> **PROMPT**
Each record should be returned exactly as it is written.

Stored items:

--

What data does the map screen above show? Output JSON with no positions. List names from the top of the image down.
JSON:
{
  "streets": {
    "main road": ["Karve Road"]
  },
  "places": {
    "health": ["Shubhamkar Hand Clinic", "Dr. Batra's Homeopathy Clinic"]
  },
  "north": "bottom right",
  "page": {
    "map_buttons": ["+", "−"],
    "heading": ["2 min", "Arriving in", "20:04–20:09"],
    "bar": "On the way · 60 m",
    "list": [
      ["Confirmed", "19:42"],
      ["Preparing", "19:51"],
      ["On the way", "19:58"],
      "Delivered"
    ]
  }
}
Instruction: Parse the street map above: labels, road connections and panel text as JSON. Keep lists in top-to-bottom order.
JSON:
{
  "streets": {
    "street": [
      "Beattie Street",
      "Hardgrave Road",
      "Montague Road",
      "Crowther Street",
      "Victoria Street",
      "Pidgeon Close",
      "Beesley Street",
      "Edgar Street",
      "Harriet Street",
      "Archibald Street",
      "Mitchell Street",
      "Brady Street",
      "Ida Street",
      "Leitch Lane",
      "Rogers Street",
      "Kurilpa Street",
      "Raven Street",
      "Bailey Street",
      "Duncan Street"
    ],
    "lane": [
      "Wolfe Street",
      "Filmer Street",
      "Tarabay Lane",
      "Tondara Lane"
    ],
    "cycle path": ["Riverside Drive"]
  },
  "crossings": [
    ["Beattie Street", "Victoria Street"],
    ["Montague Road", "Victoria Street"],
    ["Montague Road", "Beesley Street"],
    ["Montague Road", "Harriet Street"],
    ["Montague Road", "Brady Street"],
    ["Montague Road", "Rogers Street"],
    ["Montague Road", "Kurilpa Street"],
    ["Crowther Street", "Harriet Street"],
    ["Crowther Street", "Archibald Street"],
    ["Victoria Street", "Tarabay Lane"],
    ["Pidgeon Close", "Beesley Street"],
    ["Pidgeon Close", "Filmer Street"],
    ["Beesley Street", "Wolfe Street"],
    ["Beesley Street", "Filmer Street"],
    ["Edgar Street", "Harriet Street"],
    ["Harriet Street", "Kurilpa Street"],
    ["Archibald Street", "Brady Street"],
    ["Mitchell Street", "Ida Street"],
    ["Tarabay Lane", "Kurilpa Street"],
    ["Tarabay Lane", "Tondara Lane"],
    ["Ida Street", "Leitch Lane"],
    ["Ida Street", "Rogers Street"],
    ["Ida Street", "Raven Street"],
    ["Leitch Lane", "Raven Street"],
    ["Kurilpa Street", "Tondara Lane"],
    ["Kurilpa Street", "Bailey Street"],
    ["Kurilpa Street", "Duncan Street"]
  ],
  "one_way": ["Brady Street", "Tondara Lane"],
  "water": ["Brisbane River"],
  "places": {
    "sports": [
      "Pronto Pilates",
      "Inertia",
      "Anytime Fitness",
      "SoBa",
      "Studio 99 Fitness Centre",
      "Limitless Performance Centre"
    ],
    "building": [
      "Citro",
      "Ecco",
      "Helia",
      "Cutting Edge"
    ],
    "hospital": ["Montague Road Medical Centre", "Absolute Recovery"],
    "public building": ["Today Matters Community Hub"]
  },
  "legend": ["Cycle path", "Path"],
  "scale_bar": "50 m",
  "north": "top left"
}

--

> **EXERCISE RESPONSE**
What data does the map screen above show? Output JSON with no positions. List names from the top of the image down.
JSON:
{
  "streets": {
    "main road": ["Karve Road"]
  },
  "places": {
    "health": ["Shubhamkar Hand Clinic", "Dr. Batra's Homeopathy Clinic"]
  },
  "north": "bottom right",
  "page": {
    "map_buttons": ["+", "−"],
    "heading": ["2 min", "Arriving in", "20:04–20:09"],
    "bar": "On the way · 60 m",
    "list": [
      ["Confirmed", "19:42"],
      ["Preparing", "19:51"],
      ["On the way", "19:58"],
      "Delivered"
    ]
  }
}
Instruction: Parse the street map above: labels, road connections and panel text as JSON. Keep lists in top-to-bottom order.
JSON:
{
  "streets": {
    "street": [
      "Beattie Street",
      "Hardgrave Road",
      "Montague Road",
      "Crowther Street",
      "Victoria Street",
      "Pidgeon Close",
      "Beesley Street",
      "Edgar Street",
      "Harriet Street",
      "Archibald Street",
      "Mitchell Street",
      "Brady Street",
      "Ida Street",
      "Leitch Lane",
      "Rogers Street",
      "Kurilpa Street",
      "Raven Street",
      "Bailey Street",
      "Duncan Street"
    ],
    "lane": [
      "Wolfe Street",
      "Filmer Street",
      "Tarabay Lane",
      "Tondara Lane"
    ],
    "cycle path": ["Riverside Drive"]
  },
  "crossings": [
    ["Beattie Street", "Victoria Street"],
    ["Montague Road", "Victoria Street"],
    ["Montague Road", "Beesley Street"],
    ["Montague Road", "Harriet Street"],
    ["Montague Road", "Brady Street"],
    ["Montague Road", "Rogers Street"],
    ["Montague Road", "Kurilpa Street"],
    ["Crowther Street", "Harriet Street"],
    ["Crowther Street", "Archibald Street"],
    ["Victoria Street", "Tarabay Lane"],
    ["Pidgeon Close", "Beesley Street"],
    ["Pidgeon Close", "Filmer Street"],
    ["Beesley Street", "Wolfe Street"],
    ["Beesley Street", "Filmer Street"],
    ["Edgar Street", "Harriet Street"],
    ["Harriet Street", "Kurilpa Street"],
    ["Archibald Street", "Brady Street"],
    ["Mitchell Street", "Ida Street"],
    ["Tarabay Lane", "Kurilpa Street"],
    ["Tarabay Lane", "Tondara Lane"],
    ["Ida Street", "Leitch Lane"],
    ["Ida Street", "Rogers Street"],
    ["Ida Street", "Raven Street"],
    ["Leitch Lane", "Raven Street"],
    ["Kurilpa Street", "Tondara Lane"],
    ["Kurilpa Street", "Bailey Street"],
    ["Kurilpa Street", "Duncan Street"]
  ],
  "one_way": ["Brady Street", "Tondara Lane"],
  "water": ["Brisbane River"],
  "places": {
    "sports": [
      "Pronto Pilates",
      "Inertia",
      "Anytime Fitness",
      "SoBa",
      "Studio 99 Fitness Centre",
      "Limitless Performance Centre"
    ],
    "building": [
      "Citro",
      "Ecco",
      "Helia",
      "Cutting Edge"
    ],
    "hospital": ["Montague Road Medical Centre", "Absolute Recovery"],
    "public building": ["Today Matters Community Hub"]
  },
  "legend": ["Cycle path", "Path"],
  "scale_bar": "50 m",
  "north": "top left"
}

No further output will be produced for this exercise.